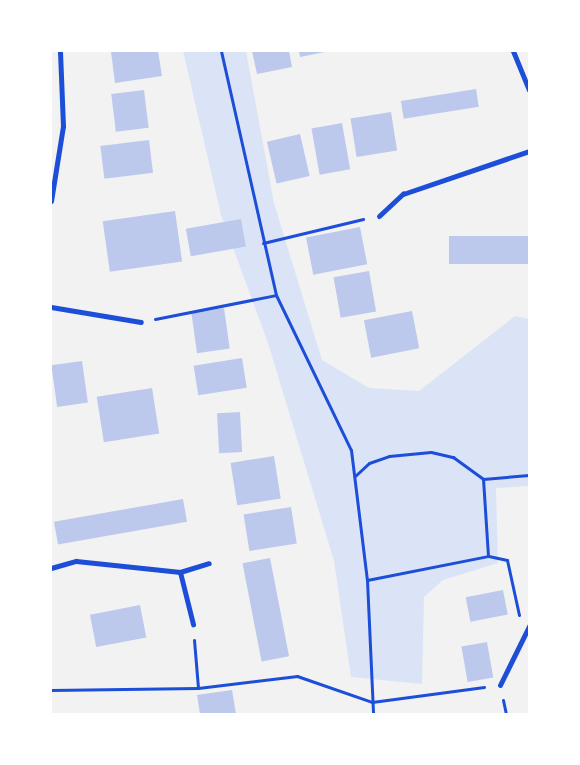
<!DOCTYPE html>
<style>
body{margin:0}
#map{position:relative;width:580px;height:765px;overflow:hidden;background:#f2f2f2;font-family:Cabin,sans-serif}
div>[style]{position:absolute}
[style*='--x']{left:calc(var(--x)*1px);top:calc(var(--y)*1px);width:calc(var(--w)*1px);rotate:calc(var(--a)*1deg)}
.green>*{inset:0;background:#dbe4f7}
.building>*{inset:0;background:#bdc9ec;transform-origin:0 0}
.path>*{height:3px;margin:-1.5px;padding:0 1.5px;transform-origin:1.5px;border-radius:1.5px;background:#1d4ed8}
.minor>*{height:5px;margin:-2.5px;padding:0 2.5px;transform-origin:2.5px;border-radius:2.5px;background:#1d4ed8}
span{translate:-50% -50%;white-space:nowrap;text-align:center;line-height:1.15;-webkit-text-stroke:4px #fff;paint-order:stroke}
.frame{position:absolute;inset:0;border:52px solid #fff;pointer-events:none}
</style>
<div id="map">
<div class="green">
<div style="clip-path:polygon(183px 51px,246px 51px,274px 203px,322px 360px,369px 388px,419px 391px,515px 316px,529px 319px,529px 486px,496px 488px,498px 563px,443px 580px,424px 597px,422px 684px,351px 677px,334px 561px,268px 343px,221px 215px)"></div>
</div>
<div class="building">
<div style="clip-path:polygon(116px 51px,158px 51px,162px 76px,115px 83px,111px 52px)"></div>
<div style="clip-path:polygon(252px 51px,289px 51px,292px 67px,257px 74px)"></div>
<div style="clip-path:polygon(299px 51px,325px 51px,325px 52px,300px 57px)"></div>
<div style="left:476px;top:89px;width:18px;height:76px;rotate:81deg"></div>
<div style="left:144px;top:90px;width:38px;height:33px;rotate:83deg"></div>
<div style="left:391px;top:112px;width:39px;height:41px;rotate:81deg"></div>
<div style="left:342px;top:123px;width:47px;height:31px;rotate:80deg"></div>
<div style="left:300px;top:134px;width:43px;height:34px;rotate:77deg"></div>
<div style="left:149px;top:140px;width:33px;height:49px;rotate:83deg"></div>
<div style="left:175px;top:211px;width:51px;height:73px;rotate:82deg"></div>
<div style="left:241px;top:219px;width:28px;height:56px;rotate:80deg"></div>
<div style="left:360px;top:227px;width:38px;height:55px;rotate:79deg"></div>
<div style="left:529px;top:236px;width:28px;height:80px;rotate:90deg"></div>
<div style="left:369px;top:271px;width:41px;height:36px;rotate:80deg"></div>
<div style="left:224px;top:308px;width:41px;height:33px;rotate:82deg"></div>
<div style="left:412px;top:311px;width:38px;height:49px;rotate:79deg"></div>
<div style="left:242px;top:358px;width:30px;height:49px;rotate:81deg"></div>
<div style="left:82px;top:361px;width:42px;height:31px;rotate:82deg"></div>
<div style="left:152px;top:388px;width:46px;height:56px;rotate:81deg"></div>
<div style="left:240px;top:412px;width:40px;height:23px;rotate:87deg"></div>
<div style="left:274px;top:456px;width:43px;height:44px;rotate:81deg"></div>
<div style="left:183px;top:499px;width:23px;height:131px;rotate:80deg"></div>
<div style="left:291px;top:507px;width:37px;height:48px;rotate:81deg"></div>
<div style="left:270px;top:558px;width:100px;height:28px;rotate:79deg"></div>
<div style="left:503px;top:590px;width:25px;height:38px;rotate:79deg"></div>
<div style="left:140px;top:605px;width:33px;height:51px;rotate:79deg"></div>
<div style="left:487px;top:642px;width:36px;height:26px;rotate:80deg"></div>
<div style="clip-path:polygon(232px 690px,236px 714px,200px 714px,197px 695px)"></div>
</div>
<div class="path">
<div style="--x:263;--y:243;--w:103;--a:-13.5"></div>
<div style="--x:276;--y:295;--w:172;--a:64.2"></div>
<div style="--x:351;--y:450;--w:131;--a:83"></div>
<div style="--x:367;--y:580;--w:134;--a:87.4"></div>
<div style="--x:155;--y:319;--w:123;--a:-11.2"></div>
<div style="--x:276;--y:295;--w:250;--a:-102.7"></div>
<div style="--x:355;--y:476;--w:19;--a:-43"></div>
<div style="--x:369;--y:463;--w:21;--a:-19"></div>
<div style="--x:389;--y:456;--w:42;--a:-5.4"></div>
<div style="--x:431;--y:452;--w:23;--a:13"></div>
<div style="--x:453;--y:457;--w:37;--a:36"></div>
<div style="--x:367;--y:580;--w:123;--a:-11.2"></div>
<div style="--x:519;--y:615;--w:56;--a:-102.3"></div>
<div style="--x:507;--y:560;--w:19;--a:-168"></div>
<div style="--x:488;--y:556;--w:77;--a:-93.7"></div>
<div style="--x:483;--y:479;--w:46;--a:-5"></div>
<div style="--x:194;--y:640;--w:48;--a:85.2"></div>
<div style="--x:51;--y:690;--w:147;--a:-0.8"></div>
<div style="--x:198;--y:688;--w:100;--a:-6.9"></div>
<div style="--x:297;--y:676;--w:79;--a:19.1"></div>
<div style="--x:372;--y:702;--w:113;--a:-7.6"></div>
<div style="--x:503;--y:700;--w:14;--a:78"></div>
</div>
<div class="minor">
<div style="--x:513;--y:51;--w:42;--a:67.7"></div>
<div style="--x:51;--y:201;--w:76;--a:-80.9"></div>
<div style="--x:63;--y:126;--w:75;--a:-92.3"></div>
<div style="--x:379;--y:216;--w:33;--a:-43"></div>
<div style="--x:403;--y:194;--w:133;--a:-18.8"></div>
<div style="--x:51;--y:307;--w:91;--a:9.5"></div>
<div style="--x:51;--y:568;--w:26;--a:-16"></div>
<div style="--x:76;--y:561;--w:105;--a:6"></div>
<div style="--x:180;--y:572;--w:30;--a:-17"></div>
<div style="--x:180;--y:572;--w:54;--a:76"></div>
<div style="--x:500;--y:685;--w:66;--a:-63.8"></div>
</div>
<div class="frame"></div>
</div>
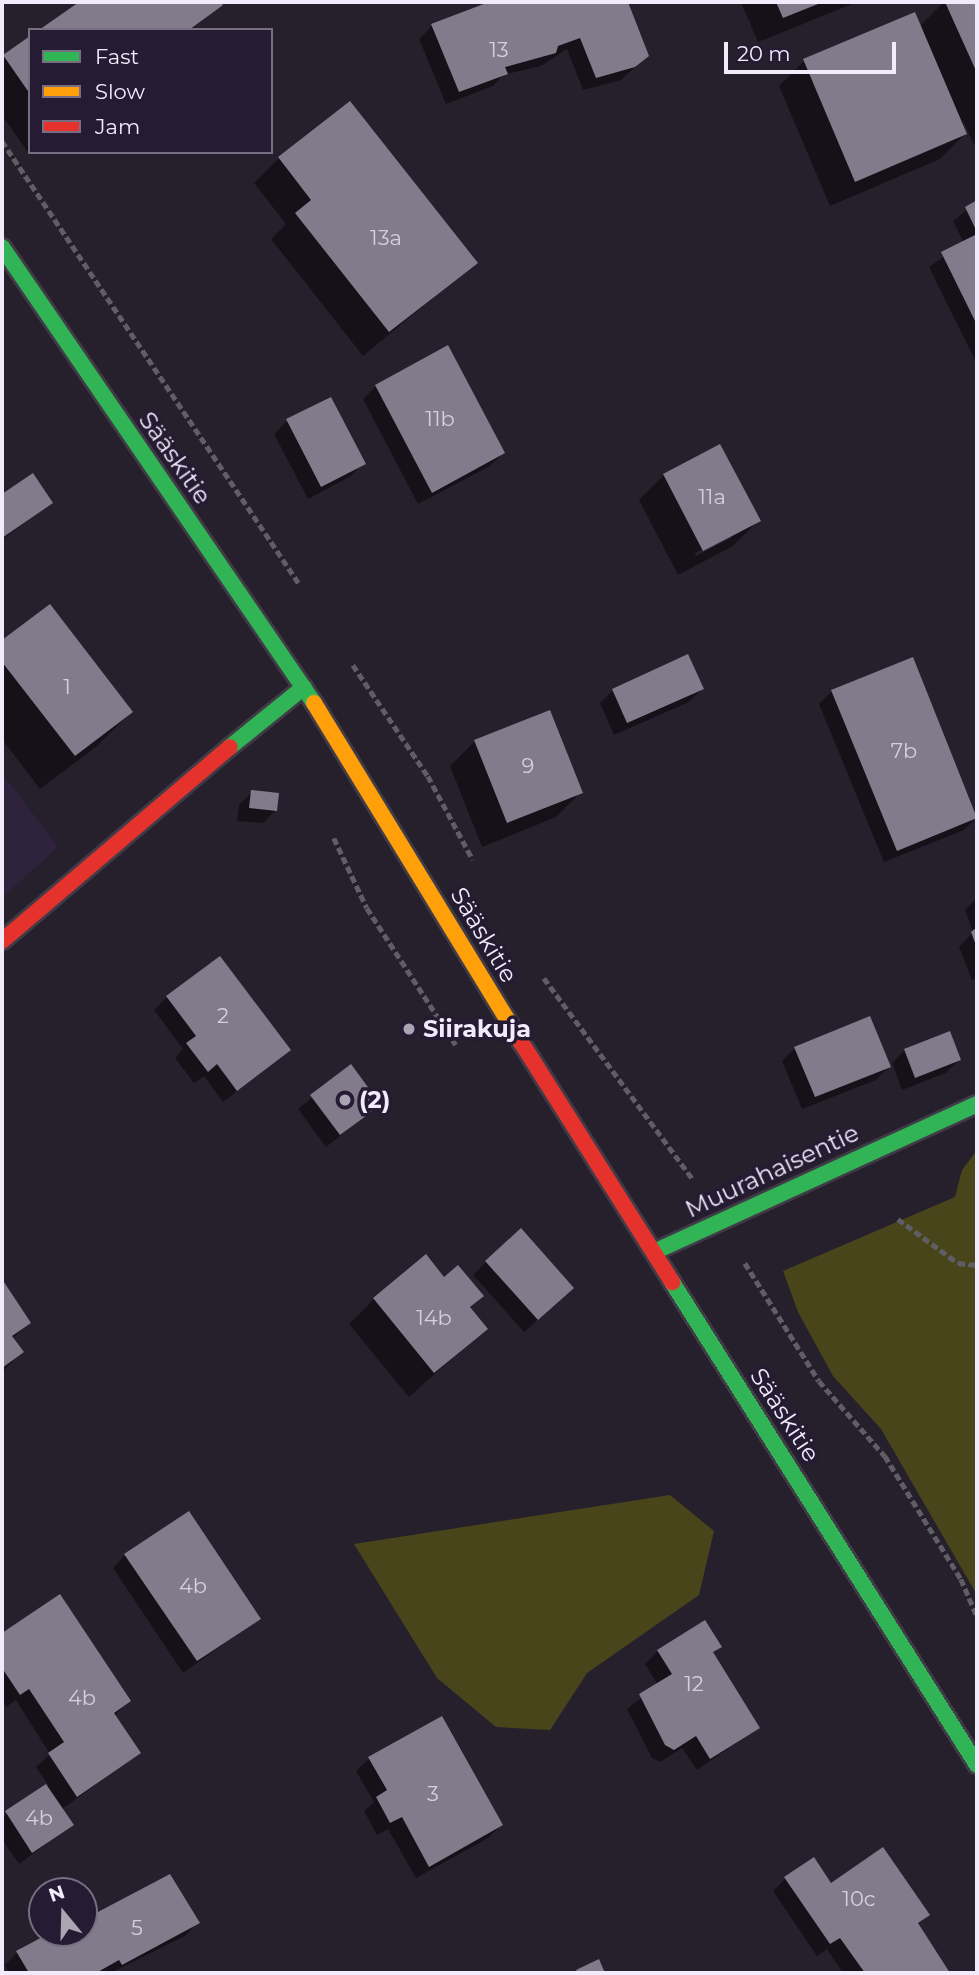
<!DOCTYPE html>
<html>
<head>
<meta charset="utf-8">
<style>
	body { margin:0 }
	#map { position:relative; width:979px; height:1975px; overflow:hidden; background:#26202d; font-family:Montserrat,sans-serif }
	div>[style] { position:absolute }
	.built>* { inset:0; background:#2e223d }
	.green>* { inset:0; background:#48451a }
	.shadow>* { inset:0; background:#0007 }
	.building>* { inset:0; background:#827b8b }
	.path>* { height:4.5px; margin-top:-2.25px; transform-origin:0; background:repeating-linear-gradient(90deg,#615d66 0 7px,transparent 0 10.5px) }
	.roads { filter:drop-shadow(2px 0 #403b46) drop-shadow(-2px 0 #403b46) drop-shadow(0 2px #403b46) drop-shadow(0 -2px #403b46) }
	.fast>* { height:16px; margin:-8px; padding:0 8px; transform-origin:8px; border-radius:8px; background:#30b455 }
	.slow>* { height:16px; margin:-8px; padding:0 8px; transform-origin:8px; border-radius:8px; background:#ff9f0a }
	.jam>* { height:16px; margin:-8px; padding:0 8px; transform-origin:8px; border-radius:8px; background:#e5322d }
	.dots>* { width:19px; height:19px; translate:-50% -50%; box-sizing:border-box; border:4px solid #251b32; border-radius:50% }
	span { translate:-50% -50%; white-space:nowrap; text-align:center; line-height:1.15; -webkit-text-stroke:7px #251b32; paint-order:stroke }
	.number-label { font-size:21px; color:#d5cfdf }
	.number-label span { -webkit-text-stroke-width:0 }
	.street-label { font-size:24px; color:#f1ebfb }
	.poi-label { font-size:24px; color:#f1ebfb; font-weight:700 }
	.left { translate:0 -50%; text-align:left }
	.frame { position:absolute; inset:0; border:4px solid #f1ebfb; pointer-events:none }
	.legend { position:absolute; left:28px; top:28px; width:245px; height:126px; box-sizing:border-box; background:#251b32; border:2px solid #776e82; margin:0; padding:9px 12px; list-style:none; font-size:21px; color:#f1ebfb }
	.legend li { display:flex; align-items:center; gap:14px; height:35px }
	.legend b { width:35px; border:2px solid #776e82 }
	.north { position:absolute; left:28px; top:1877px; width:70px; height:70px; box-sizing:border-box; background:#251b32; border:2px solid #776e82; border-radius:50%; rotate:341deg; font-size:19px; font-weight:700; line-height:28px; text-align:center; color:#f1ebfb }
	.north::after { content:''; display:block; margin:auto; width:24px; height:32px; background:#aaa4b3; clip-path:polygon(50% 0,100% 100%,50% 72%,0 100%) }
	.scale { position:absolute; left:724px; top:42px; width:172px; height:32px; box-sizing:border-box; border:4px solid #f1ebfb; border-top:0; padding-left:9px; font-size:21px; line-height:24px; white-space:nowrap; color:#f1ebfb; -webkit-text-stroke:5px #251b32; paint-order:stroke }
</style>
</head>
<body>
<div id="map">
	<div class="built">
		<i style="clip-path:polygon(2px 773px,58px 847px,2px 898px)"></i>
	</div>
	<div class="green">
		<i style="clip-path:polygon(977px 1150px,977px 1595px,881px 1429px,833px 1376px,798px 1312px,783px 1271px,955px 1197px,962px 1170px)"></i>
		<i style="clip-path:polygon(670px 1495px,714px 1531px,699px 1595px,587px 1673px,550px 1730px,496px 1727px,437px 1678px,354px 1544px)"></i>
	</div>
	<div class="shadow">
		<i style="clip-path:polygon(82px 2px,218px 2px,220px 5px,191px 30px,42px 30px)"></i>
		<i style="clip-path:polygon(493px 2px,626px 2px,647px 56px,621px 80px,583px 90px,567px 49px,541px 66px,503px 75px,493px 86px,446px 104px,419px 39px,432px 26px)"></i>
		<i style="clip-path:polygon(741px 2px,857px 2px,758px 42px)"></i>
		<i style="clip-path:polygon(944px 2px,977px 2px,977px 143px,974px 145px,963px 120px,965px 134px,940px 159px,830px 206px,779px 86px,804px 61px,920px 26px)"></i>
		<i style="clip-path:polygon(30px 39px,30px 149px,27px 151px,2px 115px,2px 59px)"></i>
		<i style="clip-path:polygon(279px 158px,475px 263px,363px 356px,271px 239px,286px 224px,254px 183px)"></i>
		<i style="clip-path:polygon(977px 202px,977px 364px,929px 267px,964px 243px,953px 221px)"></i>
		<i style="clip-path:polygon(447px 348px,503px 453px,490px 466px,418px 504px,363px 399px,376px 386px)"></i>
		<i style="clip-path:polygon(287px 421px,363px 463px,351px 476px,308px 499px,274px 434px)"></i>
		<i style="clip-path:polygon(32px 475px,51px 503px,2px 540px,2px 496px)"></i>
		<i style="clip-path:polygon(evenodd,664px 475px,758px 521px,733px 546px,678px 575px,639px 500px,664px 475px,731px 534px,731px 538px,696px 556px,695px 553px,731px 534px)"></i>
		<i style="clip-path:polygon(49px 606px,131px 712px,97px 746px,40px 789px,2px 739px,2px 642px)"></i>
		<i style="clip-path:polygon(912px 659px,977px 817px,964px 830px,884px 862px,819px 704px,832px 691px)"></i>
		<i style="clip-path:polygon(702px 689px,689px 702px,614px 735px,600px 703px,613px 690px)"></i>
		<i style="clip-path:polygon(475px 741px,581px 792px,556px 817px,482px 847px,450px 766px)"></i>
		<i style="clip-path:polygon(252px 792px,276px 810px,263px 823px,237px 821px,239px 805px)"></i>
		<i style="clip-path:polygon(977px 898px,977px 979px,972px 980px,959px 947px,973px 932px,965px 910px)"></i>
		<i style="clip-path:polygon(167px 997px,289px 1050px,223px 1102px,204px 1076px,194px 1083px,175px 1058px,183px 1049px,154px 1010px)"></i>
		<i style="clip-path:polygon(795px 1048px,889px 1067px,876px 1080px,802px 1109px,782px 1061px)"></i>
		<i style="clip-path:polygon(905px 1050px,959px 1060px,946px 1073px,902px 1090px,892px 1063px)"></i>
		<i style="clip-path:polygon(350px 1066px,379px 1105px,326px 1147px,298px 1109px)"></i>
		<i style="clip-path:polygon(486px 1262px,559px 1301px,524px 1332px,473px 1275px)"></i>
		<i style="clip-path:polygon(444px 1279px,481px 1296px,469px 1309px,485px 1329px,409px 1397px,349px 1324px,374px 1299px)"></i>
		<i style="clip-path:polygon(2px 1282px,29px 1322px,12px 1339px,22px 1352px,2px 1372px)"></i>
		<i style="clip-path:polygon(125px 1555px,259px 1619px,183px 1673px,113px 1568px)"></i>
		<i style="clip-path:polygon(60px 1596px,129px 1701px,114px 1716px,139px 1753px,61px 1810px,72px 1825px,19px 1864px,2px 1839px,2px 1817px,48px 1785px,36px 1767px,50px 1754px,16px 1700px,6px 1707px,2px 1700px,2px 1635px)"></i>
		<i style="clip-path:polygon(719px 1646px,712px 1654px,758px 1728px,697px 1770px,682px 1748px,660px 1762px,652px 1758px,627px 1709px,658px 1685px,645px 1664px,658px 1651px)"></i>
		<i style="clip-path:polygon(369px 1759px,501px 1825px,488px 1838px,416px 1878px,388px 1829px,377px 1835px,364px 1811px,374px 1802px,356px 1771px)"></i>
		<i style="clip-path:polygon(786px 1878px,831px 1886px,928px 1915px,917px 1925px,949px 1972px,843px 1973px,827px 1949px,817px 1956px,773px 1891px)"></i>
		<i style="clip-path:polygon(84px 1919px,197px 1923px,185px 1936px,110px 1973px,9px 1973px,5px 1965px,17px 1953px,56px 1933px,84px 1933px)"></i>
	</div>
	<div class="building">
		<i style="clip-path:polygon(79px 2px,221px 2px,223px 5px,189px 30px,39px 30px)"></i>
		<i style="clip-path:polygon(489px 2px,628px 2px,649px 56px,635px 67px,596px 78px,580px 38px,558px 46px,556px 53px,505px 67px,508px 74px,459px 92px,431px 24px)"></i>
		<i style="clip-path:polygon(776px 2px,823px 2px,783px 18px)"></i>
		<i style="clip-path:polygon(945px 2px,977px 2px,977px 73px)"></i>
		<i style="clip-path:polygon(915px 12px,967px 134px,855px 182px,803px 59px)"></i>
		<i style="clip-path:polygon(30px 36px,30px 94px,3px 55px)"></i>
		<i style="clip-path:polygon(350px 101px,478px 263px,389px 332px,295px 213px,311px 200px,278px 157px)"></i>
		<i style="clip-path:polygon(977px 200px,977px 232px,965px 207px)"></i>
		<i style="clip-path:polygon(977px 234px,977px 325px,941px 252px)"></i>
		<i style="clip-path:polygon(448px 345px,505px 453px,432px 493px,375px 385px)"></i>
		<i style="clip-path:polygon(331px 397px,366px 464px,321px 487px,286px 419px)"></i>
		<i style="clip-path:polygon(720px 444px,761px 521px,703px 551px,663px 474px)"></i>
		<i style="clip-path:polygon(33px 473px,53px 503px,2px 538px,2px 494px)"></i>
		<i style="clip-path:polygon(50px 604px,133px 712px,75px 756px,2px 662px,2px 640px)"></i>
		<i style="clip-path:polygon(688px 654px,704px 689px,627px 723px,612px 689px)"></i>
		<i style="clip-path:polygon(913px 657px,977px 818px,897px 851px,831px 690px)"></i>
		<i style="clip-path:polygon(550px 710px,583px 793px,507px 823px,474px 740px)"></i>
		<i style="clip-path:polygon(251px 790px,279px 793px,277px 811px,249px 808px)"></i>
		<i style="clip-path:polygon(977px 927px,977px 948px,971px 932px)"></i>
		<i style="clip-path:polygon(220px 956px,291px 1050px,237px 1091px,217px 1064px,208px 1072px,186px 1043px,196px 1036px,166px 996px)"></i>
		<i style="clip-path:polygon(870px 1016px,891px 1067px,815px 1097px,794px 1047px)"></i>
		<i style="clip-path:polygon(950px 1031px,961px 1060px,915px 1078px,904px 1049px)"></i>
		<i style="clip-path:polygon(351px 1064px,381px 1105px,340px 1135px,310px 1095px)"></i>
		<i style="clip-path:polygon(521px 1228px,574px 1288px,538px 1320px,485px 1261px)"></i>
		<i style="clip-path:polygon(426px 1254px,444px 1277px,458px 1265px,484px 1296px,470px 1307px,488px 1329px,434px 1373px,373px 1298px)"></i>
		<i style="clip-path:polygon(2px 1279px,31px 1323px,12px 1336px,24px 1352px,2px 1368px)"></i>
		<i style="clip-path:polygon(189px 1511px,261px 1619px,197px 1661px,124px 1554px)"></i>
		<i style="clip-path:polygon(60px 1594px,131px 1701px,114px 1713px,141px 1753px,77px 1797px,48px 1753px,64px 1742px,29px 1689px,20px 1695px,2px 1668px,2px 1633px)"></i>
		<i style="clip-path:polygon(705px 1620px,722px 1647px,713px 1652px,760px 1728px,710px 1759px,696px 1736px,674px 1750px,665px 1745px,639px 1694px,672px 1674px,657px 1650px)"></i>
		<i style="clip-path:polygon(442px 1716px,503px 1825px,429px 1867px,402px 1817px,390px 1823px,376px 1797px,387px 1790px,368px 1757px)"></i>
		<i style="clip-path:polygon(46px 1784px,74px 1825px,32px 1853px,5px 1811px)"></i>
		<i style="clip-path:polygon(883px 1847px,930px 1915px,918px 1923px,950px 1973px,865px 1973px,840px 1938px,830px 1944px,784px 1877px,814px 1857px,831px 1883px)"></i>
		<i style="clip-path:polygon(170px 1874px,200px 1923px,122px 1965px,119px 1960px,96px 1973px,29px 1973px,16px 1951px,50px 1933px,84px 1933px,84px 1915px,94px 1909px,96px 1913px)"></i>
		<i style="clip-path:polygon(599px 1959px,605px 1973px,578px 1973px,576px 1970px)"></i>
	</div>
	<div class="path">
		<i style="left:2px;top:141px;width:535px;rotate:56.13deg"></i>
		<i style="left:353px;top:665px;width:134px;rotate:56deg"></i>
		<i style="left:428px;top:776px;width:95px;rotate:61.8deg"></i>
		<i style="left:334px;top:838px;width:77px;rotate:64.8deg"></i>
		<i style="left:367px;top:908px;width:163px;rotate:57deg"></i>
		<i style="left:544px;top:978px;width:250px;rotate:53.5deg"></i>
		<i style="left:898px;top:1219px;width:74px;rotate:36.3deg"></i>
		<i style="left:958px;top:1263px;width:19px;rotate:6deg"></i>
		<i style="left:745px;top:1263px;width:139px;rotate:57.9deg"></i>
		<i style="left:819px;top:1381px;width:100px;rotate:48.7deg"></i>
		<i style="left:885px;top:1456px;width:145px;rotate:58.3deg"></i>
		<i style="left:961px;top:1579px;width:40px;rotate:66.6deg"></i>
	</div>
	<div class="roads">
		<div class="fast">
			<i style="left:2px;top:247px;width:553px;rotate:55.62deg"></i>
			<i style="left:230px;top:747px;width:95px;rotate:-39deg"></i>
			<i style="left:654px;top:1252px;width:355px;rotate:-24.6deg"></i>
			<i style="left:672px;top:1282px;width:571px;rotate:57.73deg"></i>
		</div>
		<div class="slow">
			<i style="left:314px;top:703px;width:397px;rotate:58.6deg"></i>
		</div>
		<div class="jam">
			<i style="left:2px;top:941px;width:299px;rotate:-40.4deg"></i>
			<i style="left:521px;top:1042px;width:284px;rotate:57.8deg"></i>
		</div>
	</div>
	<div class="dots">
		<i style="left:409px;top:1029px;background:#aaa4b3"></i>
		<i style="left:345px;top:1100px;background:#aaa4b3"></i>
	</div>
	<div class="number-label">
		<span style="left:499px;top:50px">13</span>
		<span style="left:386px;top:238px">13a</span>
		<span style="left:440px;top:419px">11b</span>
		<span style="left:712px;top:497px">11a</span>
		<span style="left:67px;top:687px">1</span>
		<span style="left:904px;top:751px">7b</span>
		<span style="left:528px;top:766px">9</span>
		<span style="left:223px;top:1016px">2</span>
		<span style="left:434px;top:1318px">14b</span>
		<span style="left:193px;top:1586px">4b</span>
		<span style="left:694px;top:1684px">12</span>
		<span style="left:82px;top:1698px">4b</span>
		<span style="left:433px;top:1794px">3</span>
		<span style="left:39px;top:1818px">4b</span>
		<span style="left:859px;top:1899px">10c</span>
		<span style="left:137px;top:1928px">5</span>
	</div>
	<div class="street-label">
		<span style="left:175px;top:458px;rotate:55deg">Sääskitie</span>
		<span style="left:484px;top:935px;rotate:59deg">Sääskitie</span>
		<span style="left:772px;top:1171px;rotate:-25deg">Muurahaisentie</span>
		<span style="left:785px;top:1415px;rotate:57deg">Sääskitie</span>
	</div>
	<div class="poi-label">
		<span class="left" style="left:423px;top:1029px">Siirakuja</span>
		<span class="left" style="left:359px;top:1100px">(2)</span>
	</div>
	<div class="frame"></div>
	<ul class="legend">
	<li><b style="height:9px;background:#30b455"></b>Fast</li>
	<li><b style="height:9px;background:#ff9f0a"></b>Slow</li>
	<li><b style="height:9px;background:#e5322d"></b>Jam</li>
	</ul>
	<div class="north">N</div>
	<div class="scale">20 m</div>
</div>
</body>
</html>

**Problem requirements**.
Starting at the line that has "translate:-50% -50%; white-space:nowrap;" and ending at the line that has "font-size:24px; color:#f1ebfb; font-weight:700", please write out the lines above exactly, leaving out all others.

**Reply to the task**.
	span { translate:-50% -50%; white-space:nowrap; text-align:center; line-height:1.15; -webkit-text-stroke:7px #251b32; paint-order:stroke }
	.number-label { font-size:21px; color:#d5cfdf }
	.number-label span { -webkit-text-stroke-width:0 }
	.street-label { font-size:24px; color:#f1ebfb }
	.poi-label { font-size:24px; color:#f1ebfb; font-weight:700 }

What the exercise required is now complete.